A note on Rudi Mathon

From BICA (12) 1994
by John van Rees

Rudi Mathon
Professor, University of Toronto
We are always looking for new methods to tackle our favourite intractable problems. Those of us who know the hill-climbing and simulated annealing techniques realize that these are wonderful algorithms for finding various combinatorial objects. But often these algorithms are not powerful enough to do the job. So it is with great interest that we learn from Rudi Mathon, via his talk at the Vermont Summer Workshop, that there is a new variation to the search algorithms developed by the optimization people that may help us all.

Rudi was examining Steiner Systems, S(t,k,v), exact packings of k-sets from a v-set with the property that each t-set occurs exactly once. For t5, there are only 9 orders known to S(5,6,168). Rudi assumed the design had PSL2(23) as an automorphism group, obtained the 5-set and 6-set orbit representatives, and found which 6-set orbit representative covered which 5-set orbit representative.

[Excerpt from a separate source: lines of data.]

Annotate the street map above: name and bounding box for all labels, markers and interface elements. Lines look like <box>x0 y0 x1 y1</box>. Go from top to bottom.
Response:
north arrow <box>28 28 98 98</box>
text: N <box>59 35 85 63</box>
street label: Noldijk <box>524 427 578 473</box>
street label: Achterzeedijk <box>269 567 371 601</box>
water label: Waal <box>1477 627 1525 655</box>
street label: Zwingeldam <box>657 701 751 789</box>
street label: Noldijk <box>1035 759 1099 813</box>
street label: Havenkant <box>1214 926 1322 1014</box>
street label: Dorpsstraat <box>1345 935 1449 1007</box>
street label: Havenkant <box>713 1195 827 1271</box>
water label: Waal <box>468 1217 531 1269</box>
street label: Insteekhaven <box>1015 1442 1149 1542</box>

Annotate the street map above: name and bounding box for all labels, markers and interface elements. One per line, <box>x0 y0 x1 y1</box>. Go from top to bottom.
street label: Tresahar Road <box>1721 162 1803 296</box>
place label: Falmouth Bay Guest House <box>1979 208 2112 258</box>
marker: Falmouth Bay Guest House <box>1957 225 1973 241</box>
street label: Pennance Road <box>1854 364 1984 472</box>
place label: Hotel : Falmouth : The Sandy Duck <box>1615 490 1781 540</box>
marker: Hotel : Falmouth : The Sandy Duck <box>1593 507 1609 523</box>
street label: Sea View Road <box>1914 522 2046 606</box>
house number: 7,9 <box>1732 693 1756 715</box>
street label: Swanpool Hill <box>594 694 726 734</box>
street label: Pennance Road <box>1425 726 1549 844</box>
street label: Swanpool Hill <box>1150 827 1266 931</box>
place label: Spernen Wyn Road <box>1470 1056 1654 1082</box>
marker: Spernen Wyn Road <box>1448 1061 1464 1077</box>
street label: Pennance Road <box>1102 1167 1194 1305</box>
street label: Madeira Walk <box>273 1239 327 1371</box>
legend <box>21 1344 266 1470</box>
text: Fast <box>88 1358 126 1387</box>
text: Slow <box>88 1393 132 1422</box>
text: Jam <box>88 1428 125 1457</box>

Then the problem reduced to finding a subset of a list of singletons, doubletons, and tripletons. The subset must include every element used in the list exactly once. It would seem a good set up for hill-climbing or simulated annealing but these techniques were tried and did not work. However, Tabu Search did the trick. In short, Tabu Search means that a list of the last n attempts are kept to prevent searching the same vectors over and over again.

Rudi's achievement is doubly interesting. It is impressive to have a new Steiner System S(5,6,v) and we now have a new algorithm that may serve in attacks on our favourite problems.